Cryptographic Agility

tptacek · on May 24, 2016

I mostly agree with AGL, who is smarter than me, but I may take a step further.

Negotiation is the most dangerous feature in cryptography. Nobody has ever gotten it right (I mean that literally).

Therefore, in the same sense as Dan Bernstein used to have a design goal of "don't parse", "don't negotiate".

Instead of having protocols that negotiate features, we should have protocols that have simple versions, and the only negotiation that should ever occur is "is this protocol in the set of allowable versions for my local policy".

If a version gets something wrong, like using implicit IVs for CBC, or using a hilariously broken cipher like RC4, the whole protocol should version. RC4 should take you from TLS 1 to TLS 2. Lucky13 should take you from TLS 2 to TLS 3. Want to switch everyone to ChaCha/Poly? TLS 4 it is.

djcapelis · on May 24, 2016

Yep. So maybe we should try and ship this as a variant of TLS where we strip out a lot of the negotiation and extra features and just say "TLS2 means you use X, Y and Z."

I think it'd have a shot at being better than we've got now. And frankly, better than what TLS 1.3 is doing.

yuhong · on May 25, 2016

Unfortunately, the way it works in reality means adding ciphersuites is easier than adding new versions.

tptacek · on May 25, 2016

"Ciphersuites" simply should not be a thing. Each version of the protocol should hardcode one set of crypto primitives.

wolf550e · on May 25, 2016

What if people want AES-GCM on hardware with AESNI and CHACHA20-POLY1305 on all other hardware? Should those be two protocol versions that are both accepted by everyone and neither is planned to be deprecated? What about Ed25519 vs. Ed448?

What if something was deployed with (SHA256 P-256 ECDHE-ECDSA-AES128-GCM), which Google promised to support for a long time, and now people want to switch to djb-blessed X25519-Ed25519-AES256-GCM, will the older ciphersuite be an old protocol version that everyone keeps supporting for >10 years?

tptacek · on May 25, 2016

My take? Tough. Use ChaCha/Poly. It's a better design for other reasons (mostly not related to TLS, but still).

Same with curves. Nobody really benefits from selectable 25519 vs 448.

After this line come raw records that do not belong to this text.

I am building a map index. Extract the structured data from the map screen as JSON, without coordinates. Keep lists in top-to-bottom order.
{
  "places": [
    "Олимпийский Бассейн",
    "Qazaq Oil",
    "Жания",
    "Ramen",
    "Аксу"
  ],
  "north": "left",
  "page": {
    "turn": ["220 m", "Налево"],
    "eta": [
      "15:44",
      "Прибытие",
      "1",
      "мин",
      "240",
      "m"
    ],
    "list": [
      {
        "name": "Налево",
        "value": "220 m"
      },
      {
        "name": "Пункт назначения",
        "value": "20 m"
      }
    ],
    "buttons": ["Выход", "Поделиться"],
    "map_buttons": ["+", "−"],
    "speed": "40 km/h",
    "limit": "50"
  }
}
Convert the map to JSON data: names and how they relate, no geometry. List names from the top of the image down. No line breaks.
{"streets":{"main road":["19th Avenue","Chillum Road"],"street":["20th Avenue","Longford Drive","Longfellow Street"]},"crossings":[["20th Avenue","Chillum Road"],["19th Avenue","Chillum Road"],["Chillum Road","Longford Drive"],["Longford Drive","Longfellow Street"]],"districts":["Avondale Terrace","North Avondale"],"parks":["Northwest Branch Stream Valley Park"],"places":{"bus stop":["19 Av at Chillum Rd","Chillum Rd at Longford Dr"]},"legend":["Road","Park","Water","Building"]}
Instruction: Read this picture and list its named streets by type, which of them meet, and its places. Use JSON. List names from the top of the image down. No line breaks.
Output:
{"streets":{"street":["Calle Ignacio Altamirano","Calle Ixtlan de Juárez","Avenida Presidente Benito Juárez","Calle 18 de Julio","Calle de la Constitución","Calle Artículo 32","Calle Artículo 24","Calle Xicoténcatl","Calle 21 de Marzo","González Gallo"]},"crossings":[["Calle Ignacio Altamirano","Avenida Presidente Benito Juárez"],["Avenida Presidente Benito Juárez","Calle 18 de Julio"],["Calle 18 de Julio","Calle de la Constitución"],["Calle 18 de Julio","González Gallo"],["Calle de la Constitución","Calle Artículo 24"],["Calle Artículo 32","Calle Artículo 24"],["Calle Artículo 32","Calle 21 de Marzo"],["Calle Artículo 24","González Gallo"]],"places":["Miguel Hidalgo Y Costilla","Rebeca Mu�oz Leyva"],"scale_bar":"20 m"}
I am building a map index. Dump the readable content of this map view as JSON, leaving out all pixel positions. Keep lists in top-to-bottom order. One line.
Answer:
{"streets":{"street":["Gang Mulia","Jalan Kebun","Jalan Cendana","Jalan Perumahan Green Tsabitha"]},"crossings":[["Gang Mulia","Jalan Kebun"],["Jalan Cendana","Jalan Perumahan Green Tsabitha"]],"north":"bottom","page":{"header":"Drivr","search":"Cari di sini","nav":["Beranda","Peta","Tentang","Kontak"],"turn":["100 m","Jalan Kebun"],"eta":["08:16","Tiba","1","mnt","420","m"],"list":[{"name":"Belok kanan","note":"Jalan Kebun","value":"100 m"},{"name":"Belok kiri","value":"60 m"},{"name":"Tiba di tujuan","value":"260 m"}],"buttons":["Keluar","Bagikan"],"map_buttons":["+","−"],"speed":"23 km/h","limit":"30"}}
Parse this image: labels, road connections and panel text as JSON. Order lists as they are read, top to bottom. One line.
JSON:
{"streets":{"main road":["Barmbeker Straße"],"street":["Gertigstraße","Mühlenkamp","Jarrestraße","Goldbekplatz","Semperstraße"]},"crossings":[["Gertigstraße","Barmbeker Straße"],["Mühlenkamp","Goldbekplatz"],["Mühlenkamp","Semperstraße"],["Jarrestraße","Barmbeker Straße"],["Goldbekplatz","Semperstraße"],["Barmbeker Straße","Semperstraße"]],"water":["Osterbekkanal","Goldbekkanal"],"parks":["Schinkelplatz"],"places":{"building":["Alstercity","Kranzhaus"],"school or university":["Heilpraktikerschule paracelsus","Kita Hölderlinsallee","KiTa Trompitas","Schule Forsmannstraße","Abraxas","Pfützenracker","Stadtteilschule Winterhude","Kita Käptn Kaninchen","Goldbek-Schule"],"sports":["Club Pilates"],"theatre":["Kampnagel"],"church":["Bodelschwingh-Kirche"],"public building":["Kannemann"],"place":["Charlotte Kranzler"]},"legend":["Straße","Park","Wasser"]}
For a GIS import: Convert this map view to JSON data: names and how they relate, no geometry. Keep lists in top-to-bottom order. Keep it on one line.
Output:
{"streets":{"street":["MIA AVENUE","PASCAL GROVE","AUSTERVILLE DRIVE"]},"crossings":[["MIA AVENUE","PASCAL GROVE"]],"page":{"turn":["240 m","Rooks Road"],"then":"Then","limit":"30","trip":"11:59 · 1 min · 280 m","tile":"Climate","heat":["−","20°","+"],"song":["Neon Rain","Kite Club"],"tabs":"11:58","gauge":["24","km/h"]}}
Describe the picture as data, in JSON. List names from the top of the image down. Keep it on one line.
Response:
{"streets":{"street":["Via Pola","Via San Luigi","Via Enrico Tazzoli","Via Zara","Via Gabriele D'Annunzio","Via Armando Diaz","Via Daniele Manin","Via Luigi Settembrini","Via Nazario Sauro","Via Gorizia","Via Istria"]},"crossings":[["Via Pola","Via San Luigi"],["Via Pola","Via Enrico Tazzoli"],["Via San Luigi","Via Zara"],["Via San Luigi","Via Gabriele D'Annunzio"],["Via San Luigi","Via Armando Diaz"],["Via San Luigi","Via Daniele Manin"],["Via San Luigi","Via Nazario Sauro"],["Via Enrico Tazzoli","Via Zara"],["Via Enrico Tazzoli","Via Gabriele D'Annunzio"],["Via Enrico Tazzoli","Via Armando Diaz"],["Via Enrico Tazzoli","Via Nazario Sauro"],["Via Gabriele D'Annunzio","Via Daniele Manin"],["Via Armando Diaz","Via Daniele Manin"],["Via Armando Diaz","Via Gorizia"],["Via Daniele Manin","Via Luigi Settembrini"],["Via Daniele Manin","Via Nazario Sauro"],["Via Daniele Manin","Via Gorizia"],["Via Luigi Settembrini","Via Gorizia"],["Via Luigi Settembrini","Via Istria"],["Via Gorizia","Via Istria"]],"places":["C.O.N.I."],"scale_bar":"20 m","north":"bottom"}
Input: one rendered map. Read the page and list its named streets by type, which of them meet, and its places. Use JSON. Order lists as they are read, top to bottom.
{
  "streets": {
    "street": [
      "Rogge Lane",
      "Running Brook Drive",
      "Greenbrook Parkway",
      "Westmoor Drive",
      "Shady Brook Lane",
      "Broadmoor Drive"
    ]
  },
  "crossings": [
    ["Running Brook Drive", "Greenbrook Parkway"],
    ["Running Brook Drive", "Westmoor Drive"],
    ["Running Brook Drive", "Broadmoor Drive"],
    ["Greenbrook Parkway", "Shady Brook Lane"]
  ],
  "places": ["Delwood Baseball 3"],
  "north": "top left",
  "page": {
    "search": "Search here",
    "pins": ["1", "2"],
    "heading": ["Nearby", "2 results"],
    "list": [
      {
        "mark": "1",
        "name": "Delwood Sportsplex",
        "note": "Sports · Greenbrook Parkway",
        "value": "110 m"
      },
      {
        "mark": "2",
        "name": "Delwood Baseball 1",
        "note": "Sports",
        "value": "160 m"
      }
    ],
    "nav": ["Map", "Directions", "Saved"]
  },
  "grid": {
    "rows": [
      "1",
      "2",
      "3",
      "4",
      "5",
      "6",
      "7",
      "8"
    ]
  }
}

djcapelis · on May 26, 2016

sgtm. Let's go build an Internet.

api · on May 25, 2016

That's why I've dragged on implementing certain more advanced crypto in ZeroTier. Right now it's boring DJB hipster crypto with no state and I like it like that. Not much bug surface area.

yuhong · on May 25, 2016

That being said, ciphersuite negotiation with weakened crypto is often even worse. The way TLS does it means that weakening the asymmetric one is worse than weakening the symmetric one. This is why OpenSSL disabling EXPORT1024 in 2006 was a bad idea.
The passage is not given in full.